Happily, Australians had plenty to cheer about in addition to Ash Barty. Nick Kyrgios, an outrageous showman, and his longtime friend Thanasi Kokkinakis won the doubles title. The unseeded “Special K” duo nipped another all-Aussie team, Matt Ebden and Max Purcell 7-5 6-3 in the entertaining final. Although beloved wheelchair superstar Dylan Alcott lost in the quad final, he was named Australian of the Year during the tournament as much for his feats — winning 15 singles and eight doubles major titles — as for inspiring a nation.
Above all, the Aussie Open climaxed with two riveting finals highlighting four of the most admired competitors in tennis.
The season’s first major created fascinating questions.
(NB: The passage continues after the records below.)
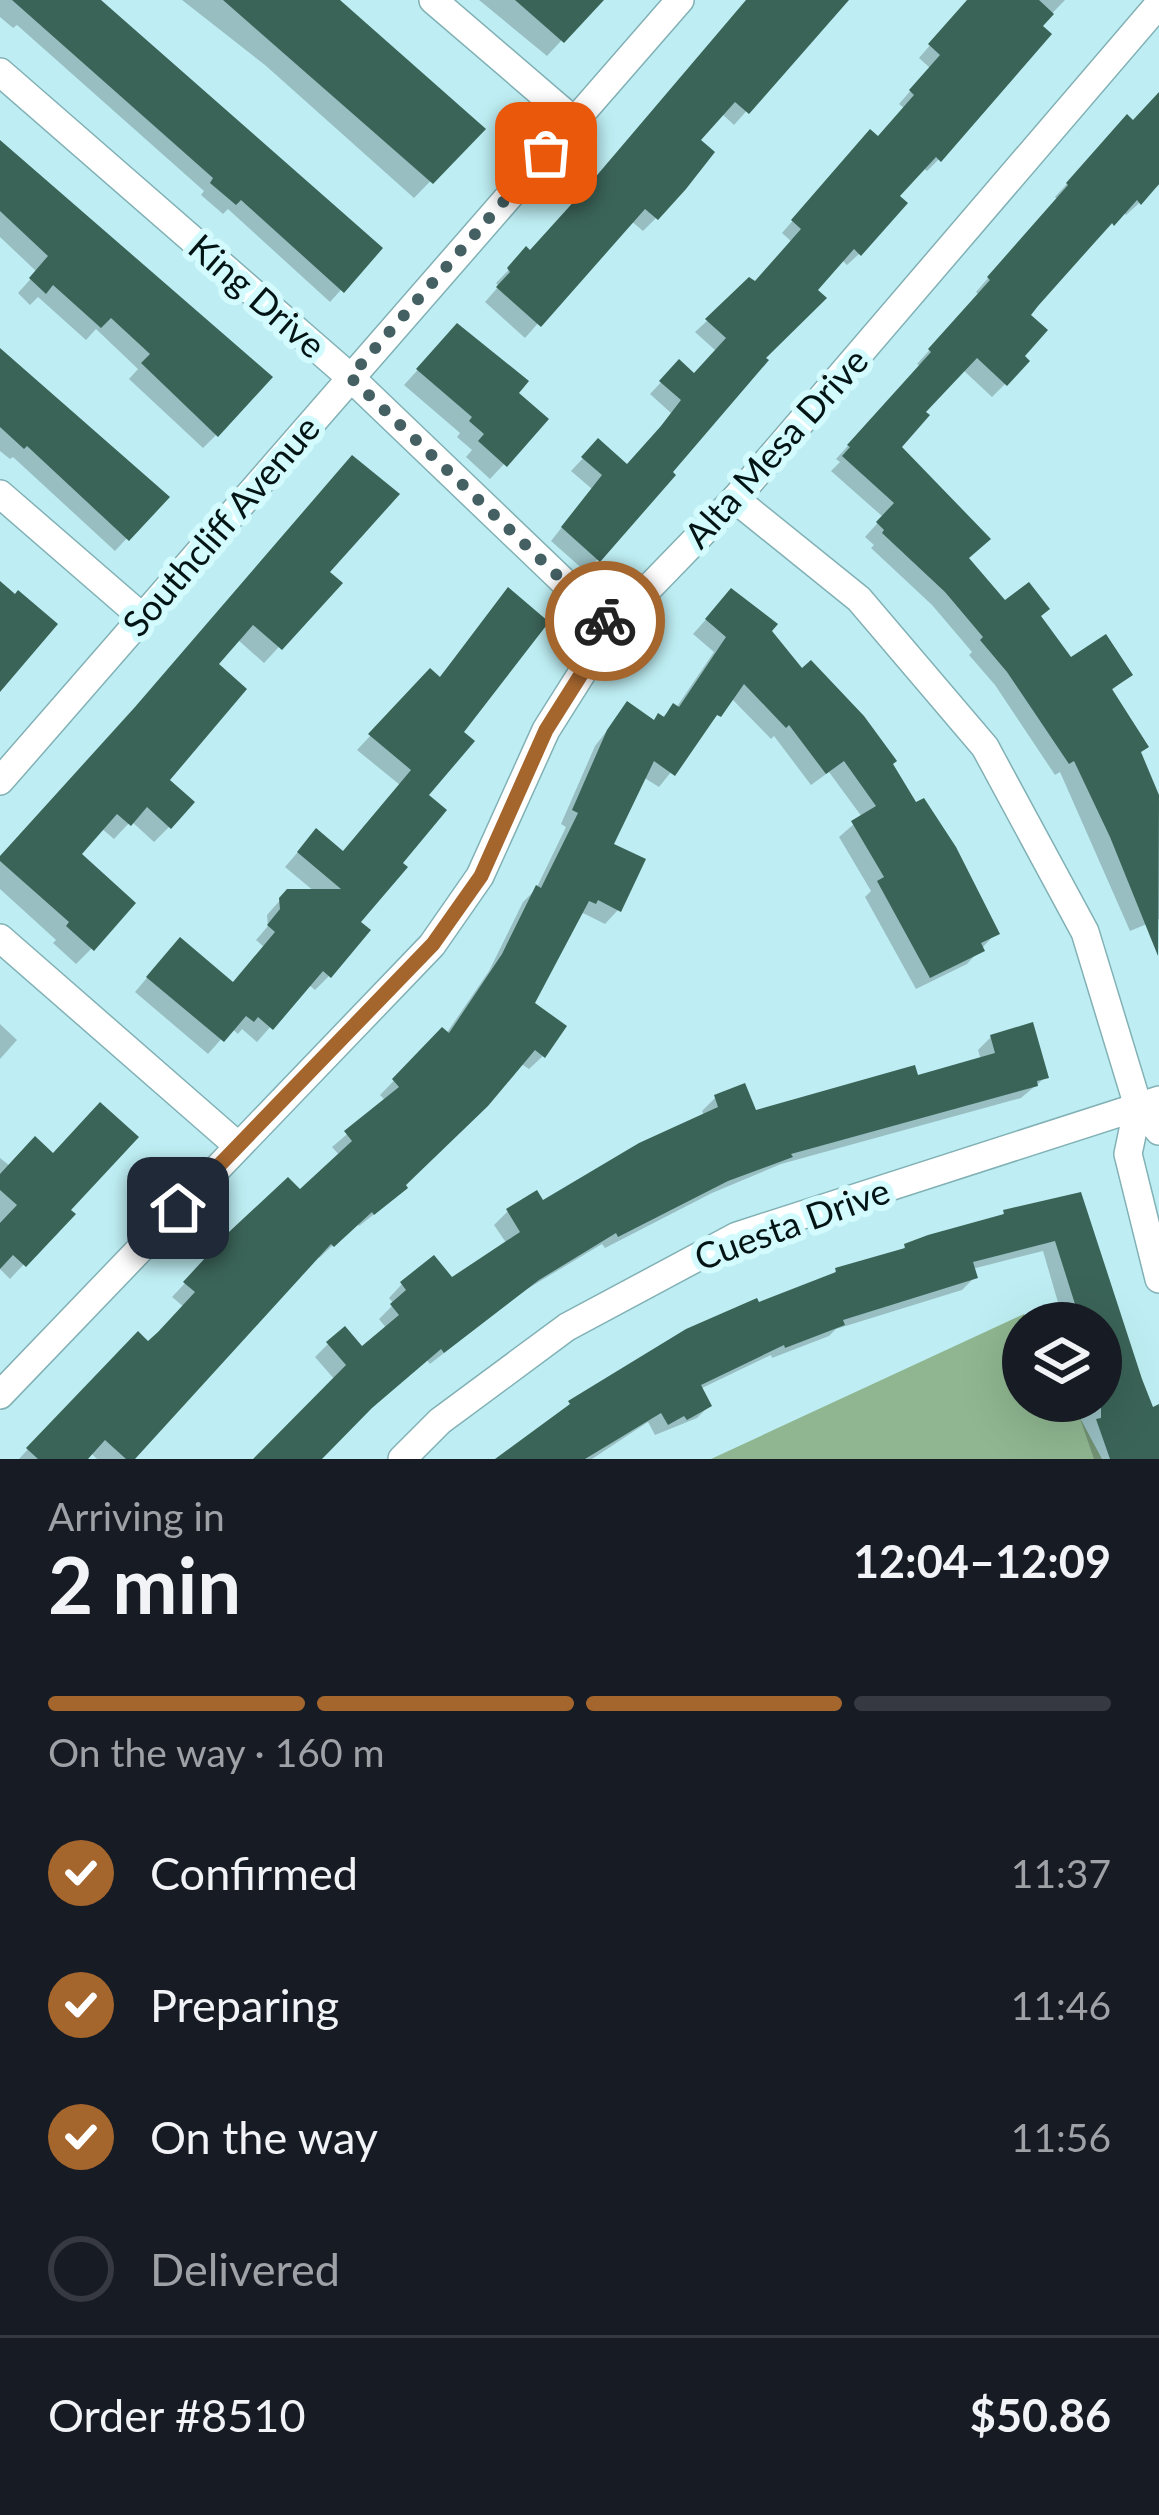 <!DOCTYPE html>
<meta charset="utf-8">
<style>
body{margin:0;font-family:Lato,sans-serif;background:#242831;color:#f1f3f6;height:100vh;display:flex;flex-direction:column;font-size:45px;white-space:nowrap}
*{box-sizing:border-box;margin:0}
p{font-size:39px;color:#9ea1a6}
.icon{flex:none;width:66px;height:66px;fill:none;stroke:currentColor;stroke-width:2;stroke-linecap:round;stroke-linejoin:round}
.map{position:relative;height:1459px;overflow:hidden}
.details{display:flex;flex-direction:column;background:#171b24;flex:1}
.details>*{flex:none}
.controls{position:absolute;left:1002px;top:1302px;display:grid;gap:24px}
.controls a{display:grid;place-items:center;width:120px;height:120px;border-radius:50%;background:#171b24;box-shadow:0 12px 48px #0002;font-size:60px}
.pin{position:absolute;display:grid;place-items:center;width:102px;height:102px;color:#fff;margin:-51px;border-radius:24px;box-shadow:0 6px 18px #0006}
.courier{position:absolute;display:grid;place-items:center;width:120px;height:120px;margin:-60px;border:9px solid #a5662e;border-radius:50%;background:#fff;color:#222;box-shadow:0 3px 15px #0007}
.head em{font-style:normal;font-weight:700}
.head div{display:flex;flex-direction:column-reverse}
.head{display:flex;align-items:center;justify-content:space-between;height:204px;padding:0 48px}
h1{font-size:78px;font-weight:700;line-height:90px}
.bar{display:grid;grid-template-columns:repeat(4,1fr);gap:18px 12px;align-content:center;height:144px;padding:0 48px}
.bar i{height:15px;border-radius:9px;background:#363941}
.bar .selected{background:#a5662e}
.bar p{grid-column:span 4}
.line{display:flex;align-items:center;gap:30px;padding:0 48px;border-top:3px solid #363941}
.line div{flex:1}
ol{padding:0 48px;list-style:none}
li{display:flex;align-items:center;gap:36px;height:132px}
li p{margin-inline-start:auto}
li .icon{padding:12px;border-radius:50%;background:#a5662e;color:#fff;stroke-width:4}
li:last-child{color:#9ea1a6}
li i{width:66px;height:66px;border:6px solid #363941;border-radius:50%}
.map>svg:first-child{display:block}
.forest{fill:#8fb690}
.shadow{fill:#0003}
.building{fill:#3b6458}
.lines{fill:none;stroke-linecap:round;stroke-linejoin:round}
.minor-casing{stroke:#82b1b5;stroke-width:30}
.minor{stroke:#fff;stroke-width:27}
.done{stroke:#446063;stroke-width:12;stroke-dasharray:0 21.6}
.route{stroke:#a5662e;stroke-width:15}
.labels{text-anchor:middle;stroke-width:12;stroke-linejoin:round;paint-order:stroke}
.street-label{font-size:36px;fill:#031415;stroke:#d3fafd}
</style>
<div class="map">
<svg width="1159" height="1459" viewBox="0 0 1159 1459">
<rect width="100%" height="100%" fill="#beeef3"/>
<path class="forest" d="M1024,1314L1029,1323H1023V1401H1071L1102,1459H711Z"/>
<g class="shadow">
<path d="M0,0H94L379,248L330,302L228,209L223,214L201,195L204,191L17,25L13,28L0,17Z"/>
<path d="M182,0H334L481,129L414,198L265,65Z"/>
<path d="M479,0H599L547,56Z"/>
<path d="M751,0H846L734,125L721,113L697,140L711,152L656,218L643,231L630,220L525,338L485,302L499,286L496,283L527,251L530,253Z"/>
<path d="M983,0H1065L1039,27L939,159L927,171L922,167L896,196L859,254L847,265L841,259L814,290L668,473L672,476L586,572L551,541L592,489L571,471L598,442L627,467L649,442L671,413L650,394L679,363L694,376L716,351L695,332L750,281L754,284L792,242L782,233L859,144L877,139L904,108L899,104L930,68L919,58L943,30Z"/>
<path d="M1159,94V185L1126,215L1123,212L1027,315L1021,357L1005,384L992,397L962,369L922,412L898,447L966,558L1004,604L1038,617L1070,661L1129,675L1110,692L1159,803V919L1130,931L1060,772L1055,775L995,685L969,655L972,652L932,605L871,548L874,545L865,537L883,517L831,471L840,462L836,459L920,366L917,364L979,295L976,292L1057,199L1055,197L1114,132L1132,124Z"/>
<path d="M0,143L216,435L203,448L129,379L138,369L96,329L86,340L38,297L30,305L18,293L37,272L0,237Z"/>
<path d="M443,342L515,393L504,464L490,479L466,457L472,450L457,437L460,433L404,385Z"/>
<path d="M0,352L165,497L115,551L13,457L10,459L0,451Z"/>
<path d="M337,474L326,572L338,583L264,663L237,639L215,664L165,780L169,827L154,842L131,821L114,839L101,828L77,855L91,949L76,964L53,943L56,940L0,889V859L120,727Z"/>
<path d="M508,591L459,732L329,976L315,990L308,984L257,1042L242,1029L238,1034L231,1028L208,1054L135,992L166,955L232,985L264,947L256,940L268,926L267,915L274,907L288,892H315L285,867L303,846L342,854L400,785L357,750L430,672L438,679Z"/>
<path d="M718,606L769,630L802,673L890,764L996,933L967,964L916,989L865,897L871,891L839,837L862,817L829,772L811,785L774,736L771,739L731,698L659,787L643,777L610,845L618,910L605,924L583,913L580,916L531,1004L543,1056L529,1069L520,1063L391,1201L359,1226L357,1223L319,1258L317,1255L131,1459H97L90,1452L84,1459H19L48,1427L148,1345L184,1307L172,1297L217,1249L300,1193L340,1156L332,1147L386,1101L380,1095L442,1031L446,1034L489,971L523,902L536,889L566,827L561,824L595,746L627,705L653,723L676,708L714,652L693,634Z"/>
<path d="M0,1024L17,1040L0,1059Z"/>
<path d="M991,1037L1046,1077L1021,1098L781,1164L712,1193L605,1248L602,1244L522,1292L430,1364L426,1359L361,1415L321,1459H256L335,1380L315,1357L328,1344L362,1350L387,1329L379,1319L394,1304L389,1298L402,1284L451,1281L507,1244L494,1225L508,1211L542,1204L704,1116L702,1111L715,1098L754,1113L916,1079L981,1060L978,1050Z"/>
<path d="M0,1158L71,1214L10,1279L0,1269Z"/>
<path d="M1079,1196L1139,1380L1159,1427V1459H1094L1074,1401H1101V1323H1064L1043,1251L972,1269L975,1277L962,1290L836,1329L829,1336L772,1358L771,1355L700,1389L709,1406L697,1418L655,1435L648,1422L592,1459H496L600,1384L757,1306L830,1278L836,1271L899,1253L906,1246L999,1218L1005,1212Z"/>
</g>
<g class="building">
<path d="M12,0H101L383,248L344,293L241,200L236,205L210,183L213,178Z"/>
<path d="M223,0H340L486,129L433,184Z"/>
<path d="M515,0H604L564,43Z"/>
<path d="M746,0H849L749,114L735,102L701,140L715,152L686,189L658,220L645,209L541,327L496,287L510,272L507,268L526,246L530,250L587,187Z"/>
<path d="M967,0H1039L1054,14L1043,26L1052,34L941,162L936,157L900,196L908,203L861,256L854,249L818,290L827,298L766,358L769,360L673,472L676,475L600,562L561,527L602,475L581,457L598,438L627,464L661,426L681,400L659,381L679,359L694,373L726,338L705,319L749,277L755,281L801,229L791,220L870,129L878,136L914,95L909,90L940,55L928,44Z"/>
<path d="M1159,92V184L1141,205L1137,200L1114,226L1112,223L1038,306L1031,315L1048,330L1025,356L1030,361L1007,386L977,358L926,412L930,415L902,447L991,539L969,558L1005,600L1029,582L1050,609L1041,616L1071,657L1106,634L1133,675L1112,689L1149,747L1141,752L1159,795L1158,956L1110,837L1074,761L1069,764L1007,672L980,640L983,637L945,592L882,533L884,530L876,522L894,503L842,456L850,447L847,445L931,352L928,349L990,280L987,277L1068,185L1066,183L1127,114L1133,120Z"/>
<path d="M0,140L273,377L218,437L141,363L150,354L111,318L101,328L53,285L46,294L29,278L48,256L0,211Z"/>
<path d="M457,323L529,381L519,393L549,419L507,467L478,441L484,434L469,421L472,417L416,369Z"/>
<path d="M0,348L170,497L129,541L27,446L24,449L0,427Z"/>
<path d="M352,455L400,494L330,572L343,583L282,650L253,625L219,664L247,689L170,780L195,802L171,829L147,807L131,826L117,814L82,854L136,903L94,951L66,926L69,922L0,861V856L135,707Z"/>
<path d="M0,581L15,594L18,590L58,624L0,692Z"/>
<path d="M508,587L549,622L464,732L475,741L429,795L447,810L403,863L408,867L361,922L371,930L331,978L323,971L273,1030L258,1017L254,1022L246,1016L224,1042L146,977L180,937L233,982L275,932L267,925L280,909L279,898L287,889H341L297,852L316,828L343,851L411,770L368,734L430,668L440,677Z"/>
<path d="M731,588L778,624L772,631L802,668L811,660L864,716L897,761L893,764L916,802L924,798L956,847L1000,934L981,943L985,951L930,978L877,881L884,877L851,821L876,806L844,761L826,774L789,725L786,728L744,684L721,717L717,715L675,776L654,761L614,844L646,859L621,912L598,900L596,904L589,901L535,1003L567,1026L545,1058L535,1050L488,1106L406,1185L408,1188L374,1215L372,1212L334,1247L331,1244L135,1459H126L105,1440L88,1459H38L26,1448L138,1331L148,1341L158,1332L195,1292L183,1282L230,1231L288,1177L300,1189L352,1141L344,1131L399,1087L392,1079L442,1027L449,1033L502,954L536,885L541,888L578,813L572,810L607,730L627,701L654,720L658,713L664,717L673,703L679,707L726,637L705,619Z"/>
<path d="M1033,1022L1049,1078L1037,1081L1038,1086L791,1154L793,1157L728,1181L618,1237L616,1233L539,1280L444,1353L441,1349L372,1408L322,1459H253L346,1365L326,1342L345,1326L362,1346L399,1315L390,1304L406,1290L400,1282L434,1255L452,1277L520,1232L506,1209L537,1190L543,1200L639,1143L718,1107L714,1095L745,1083L756,1110L915,1065L918,1075L995,1053L990,1035Z"/>
<path d="M100,1102L139,1137L71,1210L76,1214L26,1267L13,1255L0,1269V1223L17,1205L0,1190V1174L35,1136L53,1153Z"/>
<path d="M1081,1192L1142,1379L1153,1407L1159,1404V1459H1110L1096,1419L1101,1418V1323H1081L1055,1241L973,1262L978,1278L843,1320L845,1325L785,1348L784,1345L701,1385L712,1406L687,1420L684,1416L668,1425L661,1413L585,1459H495L570,1404L568,1401L686,1329L757,1298L759,1302L836,1272L835,1268L905,1248L904,1244L928,1235L1004,1214L1003,1210Z"/>
</g>
<g class="lines">
<defs>
<g id="minor">
<path d="M433,0L574,121"/>
<path d="M0,72L350,377L611,627"/>
<path d="M0,494L142,617"/>
<path d="M735,499L859,599L985,747L1085,932L1138,1106L1159,1131"/>
<path d="M0,781L680,0"/>
<path d="M0,938L237,1145"/>
<path d="M1138,1106L1128,1154L1159,1279"/>
<path d="M0,1395L432,945L480,876L546,730L611,627L735,499L1159,4"/>
<path d="M402,1459L440,1421L567,1327L737,1236L1159,1100"/>
</g>
</defs>
<use href="#minor" class="minor-casing"/>
<use href="#minor" class="minor"/>
</g>
<g class="lines">
<path class="done" d="M546,153L350,377L605,621"/>
<path class="route" d="M178,1208L433,944L481,876L546,730L611,627L605,621"/>
</g>
<g class="labels">
<g class="street-label">
<text transform="translate(257 296) rotate(41)" y="13">King Drive</text>
<text transform="translate(776 448) rotate(-48)" y="13">Alta Mesa Drive</text>
<text transform="translate(221 526) rotate(-49)" y="13">Southcliff Avenue</text>
<text transform="translate(792 1224) rotate(-20)" y="13">Cuesta Drive</text>
</g>
</g>
</svg>
<div class="controls">
<a><svg class="icon" aria-label="layers" viewBox="0 0 24 24"><path d="M12 4l9 5-9 5-9-5zM3 14l9 5 9-5"/></svg></a>
</div>
<div class="pin" style="left:546px;top:153px;background:#ea580c"><svg class="icon" aria-label="bag" viewBox="0 0 24 24"><path d="M5 8h14l-1 12H6zM9 8a3 3 0 0 1 6 0"/></svg></div>
<div class="pin" style="left:178px;top:1208px;background:#1f2937"><svg class="icon" aria-label="home" viewBox="0 0 24 24"><path d="M3 11l9-7 9 7M6 9v11h12V9"/></svg></div>
<div class="courier" style="left:605px;top:621px"><svg class="icon" aria-label="bike" viewBox="0 0 24 24"><circle cx="6" cy="16" r="4"/><circle cx="18" cy="16" r="4"/><path d="M6 16l4-8h5l3 8M10 8l3 8H6M13 5h3"/></svg></div>
</div>
<section class="details">
<div class="head"><div><h1>2 min</h1><p>Arriving in</p></div><em>12:04–12:09</em></div>
<div class="bar"><i class="selected"></i><i class="selected"></i><i class="selected"></i><i></i><p>On the way · 160 m</p></div>
<ol>
<li><svg class="icon" aria-label="check" viewBox="0 0 24 24"><path d="M5 12l5 5 9-10"/></svg>Confirmed<p>11:37</p></li>
<li><svg class="icon" aria-label="check" viewBox="0 0 24 24"><path d="M5 12l5 5 9-10"/></svg>Preparing<p>11:46</p></li>
<li><svg class="icon" aria-label="check" viewBox="0 0 24 24"><path d="M5 12l5 5 9-10"/></svg>On the way<p>11:56</p></li>
<li><i></i>Delivered</li>
</ol>
<div class="line" style="height:156px"><div>Order #8510</div><b>$50.86</b></div>
</section>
Will Nadal, the solid favourite to win a 14th French Open, surge ahead of the field and move halfway to a calendar Grand Slam? Or will Djokovic finally get vaccinated, return to competition, and try to equal Nadal’s new record of 21 majors? Medvedev has more incentive than ever after his narrow loss to Nadal to dethrone the best remaining two of the legendary Big Three. Lastly, will Barty, who has claimed majors on all three surfaces, dominate the women’s game, or will Osaka rebound to create a much-needed women’s rivalry?